* Assignment *
The records below are to be transcribed exactly from their first line to the line that has "0 6px,transparent 0", inclusive, with every picture omitted.

[Collected data entries]
- Opening Delimiter -

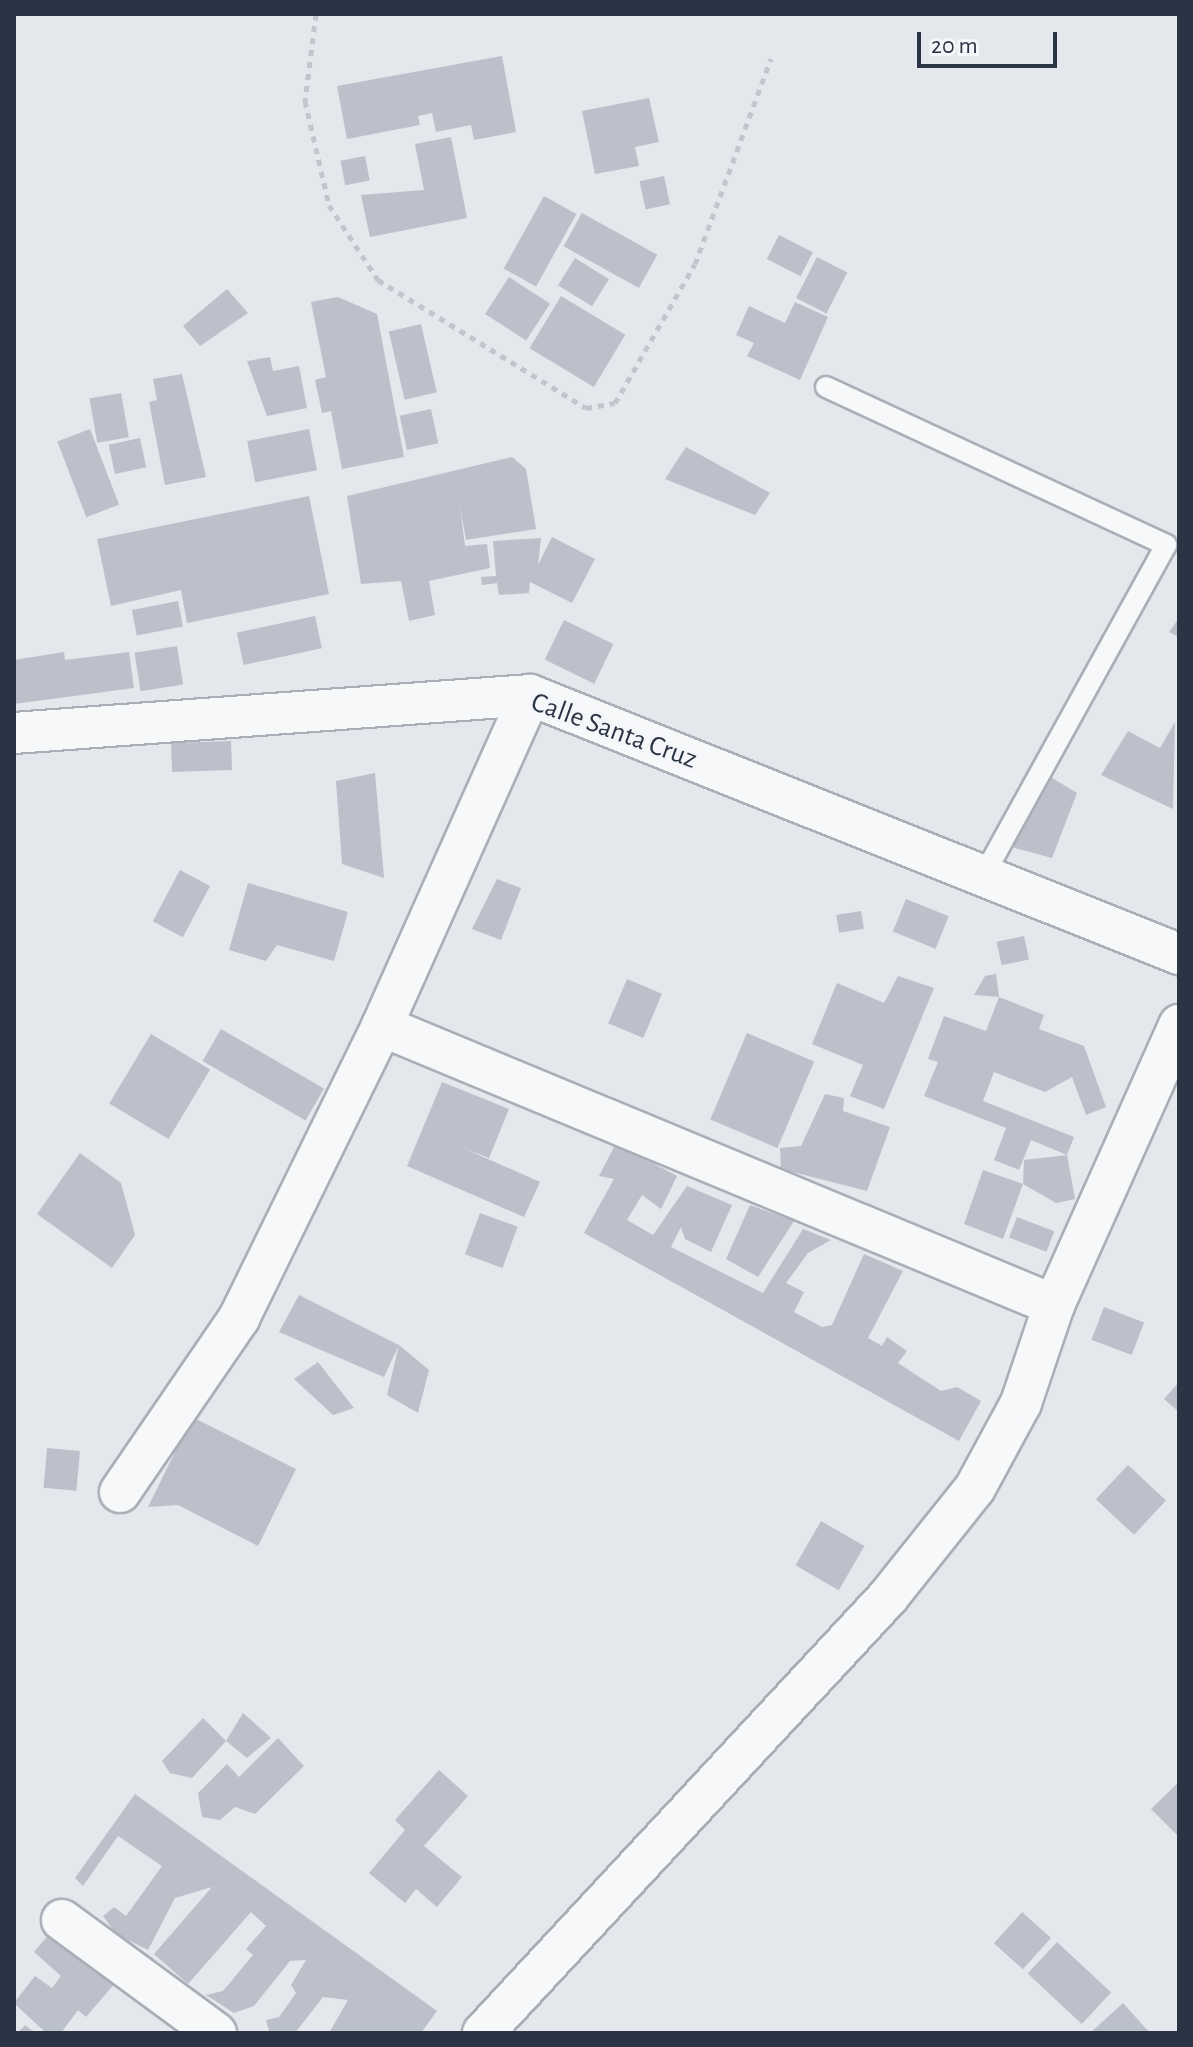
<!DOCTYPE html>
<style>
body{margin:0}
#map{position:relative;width:1193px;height:2047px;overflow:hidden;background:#e4e7ec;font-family:"Alegreya Sans",sans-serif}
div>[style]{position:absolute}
.building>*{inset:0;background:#bbc0ca;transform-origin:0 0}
.path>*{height:5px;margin-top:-2.5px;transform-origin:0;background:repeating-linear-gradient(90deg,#c2c5cb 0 6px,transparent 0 12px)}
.roads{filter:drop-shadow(2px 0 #a9aeb7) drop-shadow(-2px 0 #a9aeb7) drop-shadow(0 2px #a9aeb7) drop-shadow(0 -2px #a9aeb7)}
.lane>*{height:20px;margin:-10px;padding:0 10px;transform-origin:10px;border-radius:10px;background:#f7f8fa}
.street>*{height:40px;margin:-20px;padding:0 20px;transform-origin:20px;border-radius:20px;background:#f7f8fa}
span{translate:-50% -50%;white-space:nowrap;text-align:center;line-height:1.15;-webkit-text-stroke:7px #f4f6f9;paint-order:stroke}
.street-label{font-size:28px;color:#2b3445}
.frame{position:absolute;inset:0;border:16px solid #2b3445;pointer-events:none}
.scale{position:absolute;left:917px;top:32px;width:140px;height:36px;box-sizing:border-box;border:4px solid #2b3445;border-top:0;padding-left:10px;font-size:24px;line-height:28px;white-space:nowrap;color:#2b3445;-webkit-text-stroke:6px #f4f6f9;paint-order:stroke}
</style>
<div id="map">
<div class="building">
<i style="clip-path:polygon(502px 56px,516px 132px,474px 140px,471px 125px,436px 132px,432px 113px,418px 116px,420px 125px,347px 139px,337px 86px)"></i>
<i style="clip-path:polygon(649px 98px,659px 142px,635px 147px,639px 166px,595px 174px,582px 111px)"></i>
<i style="clip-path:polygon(451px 137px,467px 218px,370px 237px,361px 195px,424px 190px,415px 144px)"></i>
<i style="left:365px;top:156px;width:25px;height:25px;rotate:79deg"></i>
<i style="left:664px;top:176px;width:29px;height:25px;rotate:78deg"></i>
<i style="left:544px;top:196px;width:37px;height:83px;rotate:29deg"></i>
<i style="left:582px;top:213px;width:86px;height:38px;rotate:29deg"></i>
<i style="left:779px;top:235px;width:38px;height:27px;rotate:27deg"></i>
<i style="left:817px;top:257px;width:34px;height:46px;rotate:27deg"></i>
<i style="left:575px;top:258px;width:40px;height:32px;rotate:32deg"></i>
<i style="left:509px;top:277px;width:49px;height:44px;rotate:33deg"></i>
<i style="clip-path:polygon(227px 289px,248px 313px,200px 346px,183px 326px)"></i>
<i style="left:561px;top:296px;width:75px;height:61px;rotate:31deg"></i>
<i style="clip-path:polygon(338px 297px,377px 314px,404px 457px,342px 469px,331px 411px,322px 413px,315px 380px,326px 377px,311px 302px)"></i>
<i style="clip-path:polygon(795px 302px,828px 317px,800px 380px,747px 356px,754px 343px,736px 335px,749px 306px,785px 323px)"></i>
<i style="left:421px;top:324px;width:70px;height:33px;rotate:77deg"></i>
<i style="clip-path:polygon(270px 357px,273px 371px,299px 366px,307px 408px,267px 416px,247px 361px)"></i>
<i style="clip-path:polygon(182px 374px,206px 477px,165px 485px,149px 402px,157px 400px,153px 379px)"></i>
<i style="left:121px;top:393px;width:45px;height:32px;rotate:80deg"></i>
<i style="left:431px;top:409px;width:35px;height:32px;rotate:78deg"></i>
<i style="left:90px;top:429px;width:81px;height:35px;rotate:69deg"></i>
<i style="left:309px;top:429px;width:42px;height:63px;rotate:79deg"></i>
<i style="left:140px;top:438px;width:30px;height:32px;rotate:78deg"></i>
<i style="clip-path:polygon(686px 447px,770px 493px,755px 515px,665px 479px)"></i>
<i style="clip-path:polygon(512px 457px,526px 469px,536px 529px,466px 540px,460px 506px,465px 546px,487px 544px,490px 568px,429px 581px,435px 615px,409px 621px,401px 581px,361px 584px,347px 496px)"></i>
<i style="clip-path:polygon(309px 496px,329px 594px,187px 623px,181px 590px,111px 606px,97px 539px)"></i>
<i style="clip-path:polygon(552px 537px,595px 559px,572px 603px,530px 582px,529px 593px,499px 595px,497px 583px,482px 585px,481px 577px,496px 576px,493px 541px,541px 538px,538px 565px)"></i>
<i style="left:178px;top:601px;width:26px;height:47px;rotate:79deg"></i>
<i style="left:315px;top:616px;width:33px;height:80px;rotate:78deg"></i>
<i style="clip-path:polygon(1179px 618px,1179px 637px,1169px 632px)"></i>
<i style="left:564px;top:620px;width:55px;height:44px;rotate:26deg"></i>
<i style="left:177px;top:646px;width:39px;height:43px;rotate:81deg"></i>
<i style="clip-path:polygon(64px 652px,65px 660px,129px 652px,134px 688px,14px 704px,14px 660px)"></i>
<i style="clip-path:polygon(1175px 722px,1173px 809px,1101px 775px,1128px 731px,1160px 748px)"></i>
<i style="left:231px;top:741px;width:29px;height:60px;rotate:88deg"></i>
<i style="clip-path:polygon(375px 773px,384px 878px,342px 864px,336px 781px)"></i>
<i style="clip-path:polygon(1049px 776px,1077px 793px,1052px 858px,1008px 846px)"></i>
<i style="left:180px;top:870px;width:34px;height:58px;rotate:28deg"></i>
<i style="clip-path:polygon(497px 879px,521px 888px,501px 940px,472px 929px)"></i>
<i style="clip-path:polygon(248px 883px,348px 912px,334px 961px,277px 945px,266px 961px,229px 950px)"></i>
<i style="left:906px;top:899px;width:46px;height:35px;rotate:22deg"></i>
<i style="left:861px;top:911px;width:18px;height:25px;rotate:81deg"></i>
<i style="left:1024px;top:936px;width:24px;height:28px;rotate:78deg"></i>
<i style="clip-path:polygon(996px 974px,999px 997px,974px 995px,985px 976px)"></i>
<i style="clip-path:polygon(898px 976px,934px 988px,884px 1109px,850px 1096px,863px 1065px,812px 1044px,837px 983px,884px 1003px)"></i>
<i style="left:627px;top:979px;width:38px;height:48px;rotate:23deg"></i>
<i style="clip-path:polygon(999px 997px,1044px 1015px,1039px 1029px,1084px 1046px,1106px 1107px,1086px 1115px,1072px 1077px,1045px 1092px,994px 1072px,983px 1101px,1074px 1137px,1067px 1155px,1031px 1140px,1019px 1170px,994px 1160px,1006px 1128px,924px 1096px,938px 1062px,928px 1059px,944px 1016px,986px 1031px)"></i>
<i style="left:221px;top:1029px;width:119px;height:37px;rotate:30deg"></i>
<i style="left:747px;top:1033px;width:73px;height:94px;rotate:23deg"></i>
<i style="left:151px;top:1034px;width:69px;height:81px;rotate:31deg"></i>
<i style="clip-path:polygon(442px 1082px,509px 1109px,489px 1158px,463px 1148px,540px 1182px,524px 1217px,407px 1166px)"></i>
<i style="clip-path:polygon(825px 1094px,844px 1098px,843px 1111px,890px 1127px,867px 1191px,781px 1169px,780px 1148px,801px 1146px)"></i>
<i style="clip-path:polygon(616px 1143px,677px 1176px,661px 1209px,642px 1195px,627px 1220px,653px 1235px,687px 1186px,732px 1205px,711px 1252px,685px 1239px,681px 1227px,671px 1247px,763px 1293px,803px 1229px,831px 1240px,808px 1253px,786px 1283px,804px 1292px,794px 1312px,822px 1327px,832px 1325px,864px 1254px,903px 1271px,868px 1338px,882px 1346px,887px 1337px,907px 1351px,898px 1363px,941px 1391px,957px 1387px,981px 1401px,959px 1441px,584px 1233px,614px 1179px,599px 1176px)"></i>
<i style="clip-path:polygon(80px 1153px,121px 1183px,135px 1235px,112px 1268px,37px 1214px)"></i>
<i style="clip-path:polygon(1067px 1155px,1075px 1199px,1056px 1203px,1023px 1184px,1003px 1239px,964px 1224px,983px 1170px,1023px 1184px,1024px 1160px)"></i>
<i style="clip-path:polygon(750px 1205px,794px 1221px,758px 1277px,726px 1259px)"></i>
<i style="left:480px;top:1213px;width:40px;height:44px;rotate:20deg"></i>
<i style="left:1017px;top:1217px;width:40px;height:22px;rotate:21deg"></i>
<i style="clip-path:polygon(299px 1295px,399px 1345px,429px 1370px,418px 1413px,387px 1395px,399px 1345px,384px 1377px,279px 1332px)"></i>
<i style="left:1104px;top:1307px;width:43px;height:35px;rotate:21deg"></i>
<i style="clip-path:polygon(318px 1362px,354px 1408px,333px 1415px,294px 1379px)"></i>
<i style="clip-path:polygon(1179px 1382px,1179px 1412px,1164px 1399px)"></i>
<i style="clip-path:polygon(192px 1417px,296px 1469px,258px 1546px,178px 1505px,148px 1507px)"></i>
<i style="left:47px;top:1448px;width:33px;height:40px;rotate:5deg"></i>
<i style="left:1128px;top:1465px;width:52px;height:47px;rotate:43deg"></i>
<i style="left:821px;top:1521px;width:50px;height:51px;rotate:30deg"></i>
<i style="clip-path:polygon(243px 1713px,271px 1738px,247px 1758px,226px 1741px)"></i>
<i style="clip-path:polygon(203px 1718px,226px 1741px,192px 1778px,170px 1773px,162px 1761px)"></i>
<i style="clip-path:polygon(278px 1738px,304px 1766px,255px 1814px,235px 1807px,220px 1820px,202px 1817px,198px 1793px,227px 1764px,239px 1777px)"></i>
<i style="clip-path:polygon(439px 1770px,468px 1796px,424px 1846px,462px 1877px,437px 1907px,416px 1889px,405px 1903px,369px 1873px,405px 1830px,395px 1820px)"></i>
<i style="clip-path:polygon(1179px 1782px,1179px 1837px,1151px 1809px)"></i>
<i style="clip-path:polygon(135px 1794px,437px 2011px,421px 2033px,329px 2033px,348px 2000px,323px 1997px,295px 2033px,269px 2031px,266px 2020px,279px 2017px,296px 1993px,291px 1985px,306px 1960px,290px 1961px,254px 2006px,234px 2013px,206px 1995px,223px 1991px,253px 1955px,246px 1949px,266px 1926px,251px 1912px,188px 1984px,154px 1954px,212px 1887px,175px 1898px,148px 1950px,116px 1934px,103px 1916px,114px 1907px,126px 1916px,162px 1866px,118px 1836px,83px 1886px,75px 1878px)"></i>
<i style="left:1022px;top:1912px;width:39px;height:42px;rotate:42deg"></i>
<i style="clip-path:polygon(54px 1928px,116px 1982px,86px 2017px,78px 2010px,61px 2033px,46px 2033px,14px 2003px,35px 1976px,52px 1988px,61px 1976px,34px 1952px)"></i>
<i style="left:1057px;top:1942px;width:74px;height:43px;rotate:43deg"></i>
<i style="clip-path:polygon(1123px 2003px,1150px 2033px,1090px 2033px)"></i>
<i style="clip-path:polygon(25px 2025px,35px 2033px,18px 2033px)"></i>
</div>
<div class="path">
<i style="left:316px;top:14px;width:88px;rotate:97.2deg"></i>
<i style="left:305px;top:101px;width:107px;rotate:77deg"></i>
<i style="left:329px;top:205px;width:90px;rotate:56.8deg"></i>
<i style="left:378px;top:280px;width:244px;rotate:31.6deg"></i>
<i style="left:586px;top:408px;width:29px;rotate:-10deg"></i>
<i style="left:615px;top:403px;width:160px;rotate:-60.1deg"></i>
<i style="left:695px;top:264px;width:219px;rotate:-69.7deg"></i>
</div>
<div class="roads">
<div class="lane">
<i style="left:826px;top:387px;width:375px;rotate:24.9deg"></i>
<i style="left:1166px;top:545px;width:378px;rotate:118.9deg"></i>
</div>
<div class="street">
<i style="left:530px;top:695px;width:363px;rotate:114.1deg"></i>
<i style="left:382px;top:1026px;width:728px;rotate:22.55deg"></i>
<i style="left:1054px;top:1305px;width:307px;rotate:-65.9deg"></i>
<i style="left:14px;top:733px;width:517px;rotate:-4.21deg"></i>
<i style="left:530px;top:695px;width:699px;rotate:21.76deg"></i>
<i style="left:120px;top:1492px;width:211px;rotate:-55.6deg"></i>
<i style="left:239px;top:1318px;width:325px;rotate:-63.9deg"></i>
<i style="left:62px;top:1920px;width:191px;rotate:36.3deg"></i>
<i style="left:483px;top:2033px;width:595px;rotate:-47.11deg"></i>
<i style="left:888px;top:1597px;width:139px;rotate:-51.4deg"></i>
<i style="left:975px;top:1488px;width:97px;rotate:-61.6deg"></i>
<i style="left:1021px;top:1403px;width:103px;rotate:-71.4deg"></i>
</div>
</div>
<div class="street-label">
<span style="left:614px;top:731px;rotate:20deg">Calle Santa Cruz</span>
</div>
<div class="frame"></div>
<div class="scale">20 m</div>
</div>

- Closing Delimiter -

* Result of this task *
<!DOCTYPE html>
<style>
body{margin:0}
#map{position:relative;width:1193px;height:2047px;overflow:hidden;background:#e4e7ec;font-family:"Alegreya Sans",sans-serif}
div>[style]{position:absolute}
.building>*{inset:0;background:#bbc0ca;transform-origin:0 0}
.path>*{height:5px;margin-top:-2.5px;transform-origin:0;background:repeating-linear-gradient(90deg,#c2c5cb 0 6px,transparent 0 12px)}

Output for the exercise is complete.